Pitfalls…….Working for love

Common Scenario # 4:  Have you ever had that wierd conversation with people, where they assume that your work is not really work?

Some years ago, an artiste friend of mine told me that she as a dancer and dance teacher was asked quite frequently if she or her students would like to perform. It could be a community event, a function or a festival, temples and once even at a dinner party for a visiting diginitary.  When she has asked some of the people who came to her with these requests, if there was going to be a renumeration for the performance- the usual reaction would be utter shock!

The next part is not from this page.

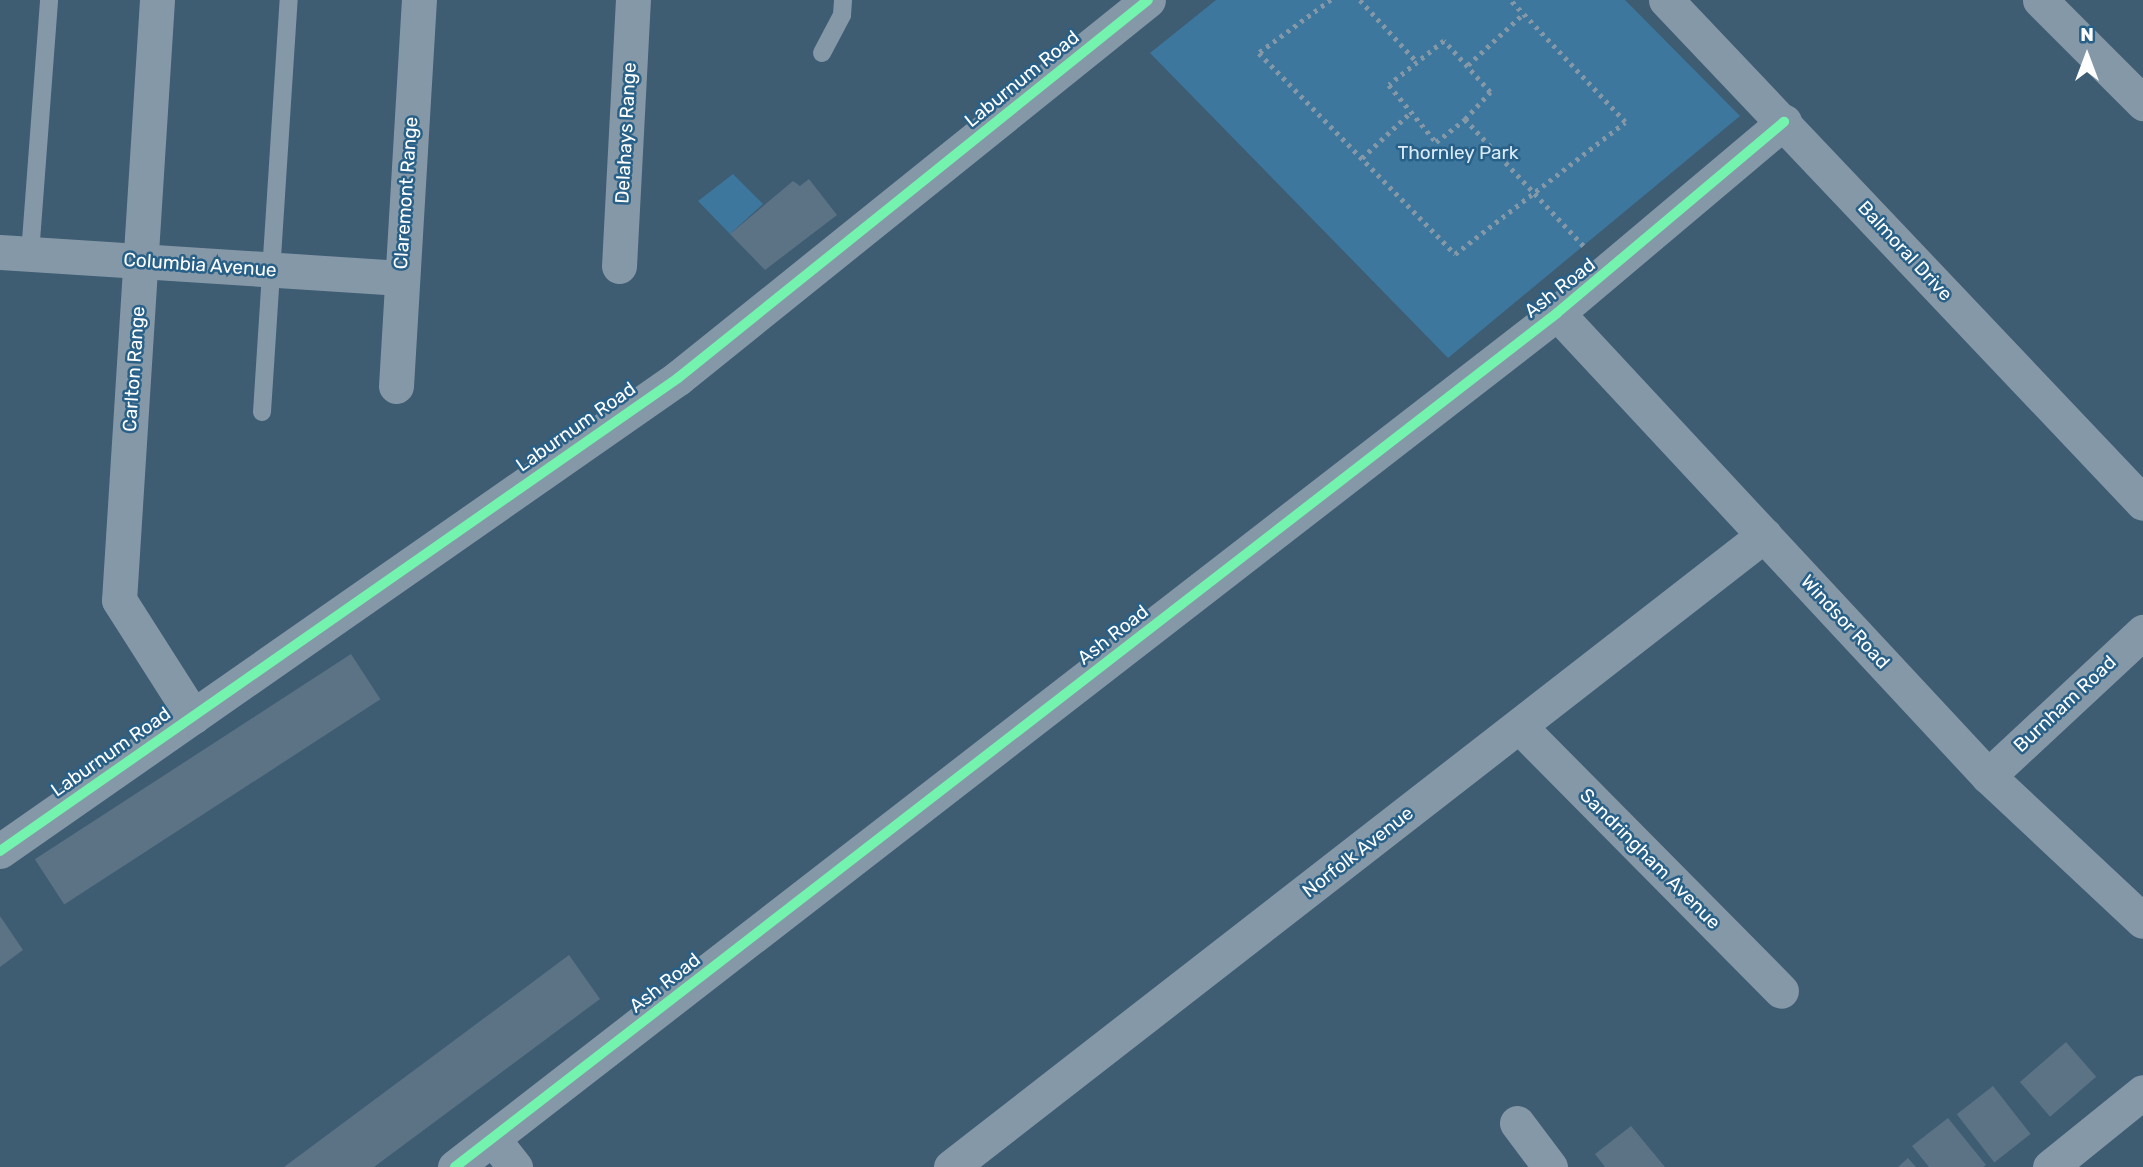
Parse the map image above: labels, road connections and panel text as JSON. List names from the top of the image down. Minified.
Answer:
{"streets":{"street":["Laburnum Road","Delahays Range","Claremont Range","Balmoral Drive","Columbia Avenue","Ash Road","Carlton Range","Windsor Road","Burnham Road","Norfolk Avenue","Sandringham Avenue"]},"crossings":[["Laburnum Road","Carlton Range"],["Claremont Range","Columbia Avenue"],["Balmoral Drive","Ash Road"],["Columbia Avenue","Carlton Range"],["Ash Road","Windsor Road"],["Windsor Road","Burnham Road"],["Windsor Road","Norfolk Avenue"],["Norfolk Avenue","Sandringham Avenue"]],"parks":["Thornley Park"],"north":"top"}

Shock that she had actually asked for any compensation at all!
The general feeling being that the opportunity to perform in itself its reward and why should she expect any MONEY??
When she’s asked if there are any arrangements for taking care of expenses, like travel or parking- the response is even greater shock- Really, you want us to pay you a few dollars to cover petrol?? You’re that cheap?dancer

This is not an isolated experience of one artiste, several have told me- usually ruefully. It often happens when they are building their careers, and in a bind. They need the opportunities, but also need to be able to make a living. Art forms need both passionate engagement and devotion and time. A hungry artiste is not going to be good for long, and encouraging new talent will only happen if there is an avenue to make a living.

There is also a distinction in doing something as a passion and doing something to make a living.  I come across this more times than I can count. As a social worker, you constantly getting questioned about expecting a decent renumeration “wouldn’t it be better to put that money into helping people” or “if you are getting paid, then why call it social work, that is what volunteers do” 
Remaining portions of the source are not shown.